All of lore.kernel.org
 help / color / mirror / Atom feed
From: Allison Henderson <achender@linux.vnet.ibm.com>
To: Amir Goldstein <amir73il@gmail.com>
Cc: Ext4 Developers List <linux-ext4@vger.kernel.org>,
	Eric Sandeen <sandeen@redhat.com>
Subject: Re: [Ext4 punch hole 1/5] Ext4 Punch Hole Support: Convert Blocks to Uninit Exts
Date: Tue, 01 Mar 2011 13:48:16 -0700	[thread overview]
Message-ID: <4D6D5B90.9090209@linux.vnet.ibm.com> (raw)
In-Reply-To: <AANLkTikrKpKUhJ=uW0JYmi1t4j1qZw5F4AKGPosn57by@mail.gmail.com>

On 3/1/2011 2:30 AM, Amir Goldstein wrote:
> On Tue, Mar 1, 2011 at 5:08 AM, Allison Henderson
> <achender@linux.vnet.ibm.com>  wrote:
>> Hi All!
>>
>> This is the patch series for ext4 punch hole that I have been working on.

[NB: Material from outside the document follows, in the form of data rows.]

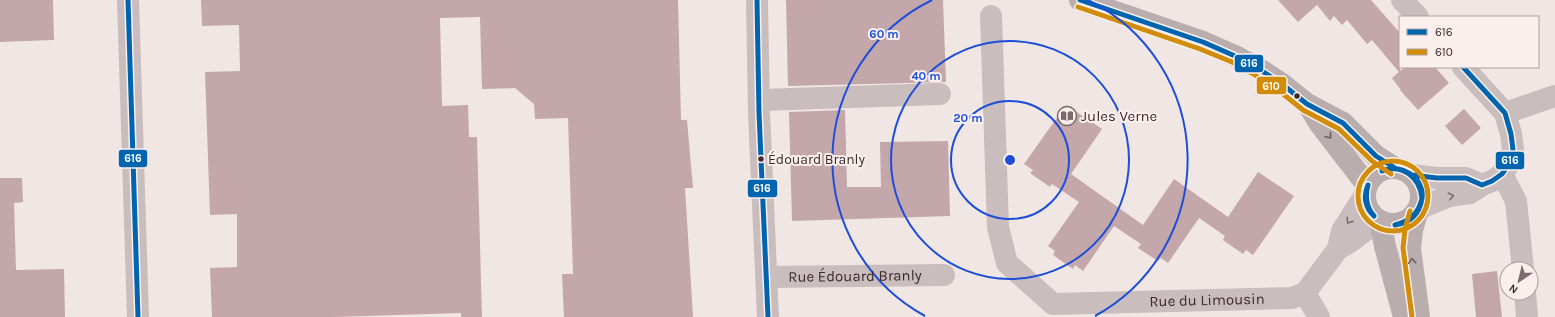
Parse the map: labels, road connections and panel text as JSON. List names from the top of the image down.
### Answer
{
  "streets": {
    "street": ["Rue Édouard Branly", "Rue du Limousin"]
  },
  "places": {
    "library": ["Jules Verne"],
    "other": ["Édouard Branly"]
  },
  "lines": ["transit line 616", "transit line 610"],
  "legend": ["616", "610"],
  "north": "bottom left",
  "rings": ["60 m", "40 m", "20 m"]
}
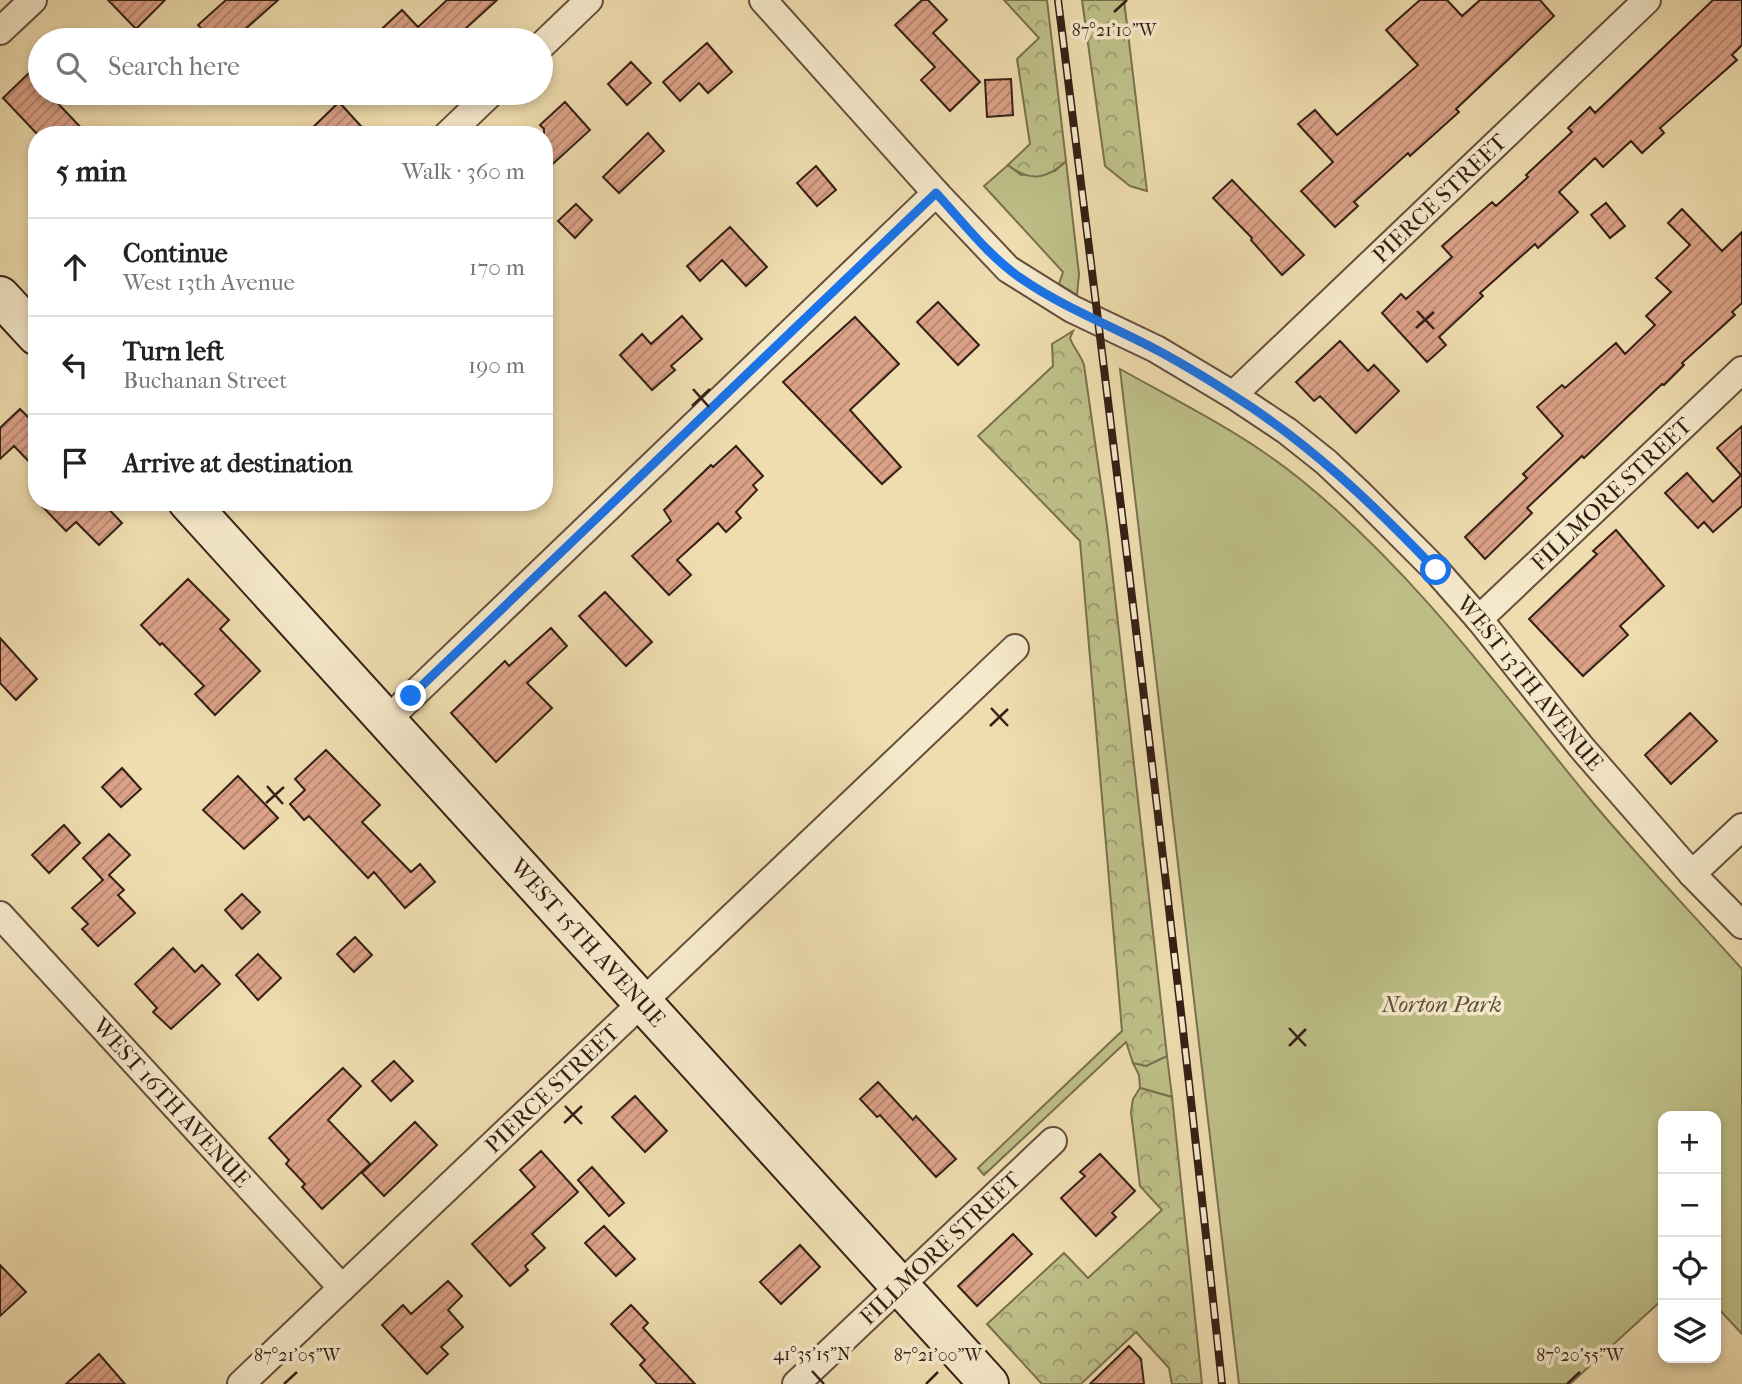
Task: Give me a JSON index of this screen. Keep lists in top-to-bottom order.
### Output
{
  "streets": {
    "main road": ["WEST 15TH AVENUE"],
    "street": [
      "PIERCE STREET",
      "FILLMORE STREET",
      "WEST 13TH AVENUE",
      "WEST 16TH AVENUE"
    ]
  },
  "crossings": [
    ["PIERCE STREET", "WEST 13TH AVENUE"],
    ["PIERCE STREET", "WEST 15TH AVENUE"],
    ["PIERCE STREET", "WEST 16TH AVENUE"],
    ["FILLMORE STREET", "WEST 13TH AVENUE"],
    ["FILLMORE STREET", "WEST 15TH AVENUE"]
  ],
  "parks": ["Norton Park"],
  "page": {
    "search": "Search here",
    "heading": ["5 min", "Walk · 360 m"],
    "list": [
      ["Continue", "West 13th Avenue", "170 m"],
      ["Turn left", "Buchanan Street", "190 m"],
      "Arrive at destination"
    ],
    "map_buttons": ["+", "−"]
  },
  "coordinates": [
    "87°21'10\"W",
    "41°35'15\"N",
    "87°21'05\"W",
    "87°21'00\"W",
    "87°20'55\"W"
  ]
}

>> There is still a little more debugging that I would like to do with it,
>> but I've had some requests to see the patch, so I'm sending it out a bit
>> early.  Any feed back is appreciated.  Thx!
>
> Hi Allison,
>
> Very nice work!
>
> One meta comment is related to locking considerations with direct I/O.
> I am not all that familiar with all direct I/O paths (i.e. dioread_nolock),
> but I smell a possible race with holes initiation via direct I/O.
>
> The thing with direct I/O is that you have no flags to test the state
> of the block (did Eric just add a hash table to cope with another issue?).

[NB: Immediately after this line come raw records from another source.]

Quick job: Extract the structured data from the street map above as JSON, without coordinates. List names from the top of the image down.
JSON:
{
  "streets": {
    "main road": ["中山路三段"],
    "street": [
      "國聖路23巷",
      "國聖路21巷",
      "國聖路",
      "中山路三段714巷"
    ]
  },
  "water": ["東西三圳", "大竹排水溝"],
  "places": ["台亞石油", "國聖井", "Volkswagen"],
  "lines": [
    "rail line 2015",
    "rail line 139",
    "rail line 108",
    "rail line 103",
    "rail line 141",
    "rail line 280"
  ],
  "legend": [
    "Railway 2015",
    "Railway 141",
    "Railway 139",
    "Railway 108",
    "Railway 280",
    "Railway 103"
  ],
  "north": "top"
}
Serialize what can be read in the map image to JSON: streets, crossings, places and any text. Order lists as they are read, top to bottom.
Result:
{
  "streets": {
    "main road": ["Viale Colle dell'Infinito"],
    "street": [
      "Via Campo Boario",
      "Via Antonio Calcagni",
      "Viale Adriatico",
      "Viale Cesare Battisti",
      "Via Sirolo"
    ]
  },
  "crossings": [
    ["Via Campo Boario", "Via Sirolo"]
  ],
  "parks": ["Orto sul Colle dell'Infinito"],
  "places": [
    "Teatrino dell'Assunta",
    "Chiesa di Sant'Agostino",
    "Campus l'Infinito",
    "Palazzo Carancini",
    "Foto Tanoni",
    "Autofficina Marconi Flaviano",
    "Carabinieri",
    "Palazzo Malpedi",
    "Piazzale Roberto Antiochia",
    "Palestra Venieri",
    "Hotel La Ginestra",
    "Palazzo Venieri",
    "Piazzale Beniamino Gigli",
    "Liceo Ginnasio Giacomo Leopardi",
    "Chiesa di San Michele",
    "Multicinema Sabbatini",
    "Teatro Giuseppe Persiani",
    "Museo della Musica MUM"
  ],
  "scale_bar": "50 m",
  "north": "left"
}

> Direct I/O writes outside i_size are synchronous (i.e. i_mutex is held until
> I/O completion), but inside i_size, they may be a-synchronous.

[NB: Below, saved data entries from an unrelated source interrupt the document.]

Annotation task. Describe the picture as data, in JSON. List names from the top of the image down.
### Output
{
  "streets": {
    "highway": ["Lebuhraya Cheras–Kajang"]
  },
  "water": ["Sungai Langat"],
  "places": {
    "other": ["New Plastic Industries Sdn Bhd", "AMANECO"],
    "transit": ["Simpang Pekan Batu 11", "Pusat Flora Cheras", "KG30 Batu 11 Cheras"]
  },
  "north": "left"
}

> The case of initiating holes is currently handled with DIO_SKIP_HOLES
> by falling back to buffered I/O, although it could be handled by allocating
> an uninitialized extent.
> The case of writing to falloced space in handled by converting extents to
> initialized at async I/O completion.
>
> I am not sure there a race with hole punching here and I am not even sure
> that the description above is totally accurate (?), but it's a dark corner,
> which should to be reviewed carefully.
>

Alrighty, thx for pointing that out though, I will keep an eye out for 
it.  I'll see if I can set up some test cases that do what you describe 
to see how the code handles them.

>>
>> This first patch adds a function to convert a range of blocks
>> to an uninitialized extent.  This function will
>> be used to first convert the blocks to extents before
>> punching them out.
>>
>> This function also adds a routine to split an extent at
>> a given block.  This routine is used when a range of
>> blocks to be converted is only partially contained in
>> an extent.
>>
>> Signed-off-by: Allison Henderson<achender@us.ibm.com>
>> ---
>> :100644 100644 7516fb9... ab2e42e... M  fs/ext4/extents.c
>>   fs/ext4/extents.c |  185 +++++++++++++++++++++++++++++++++++++++++++++++++++++
>>   1 files changed, 185 insertions(+), 0 deletions(-)
>>
>> diff --git a/fs/ext4/extents.c b/fs/ext4/extents.c
>> index 7516fb9..ab2e42e 100644
>> --- a/fs/ext4/extents.c
>> +++ b/fs/ext4/extents.c
>> @@ -2169,6 +2169,105 @@ static int ext4_remove_blocks(handle_t *handle, struct inode *inode,
>>         return 0;
>>   }
>>
>> +/*
>> + * ext4_split_extents() Splits a given extent at the block "split"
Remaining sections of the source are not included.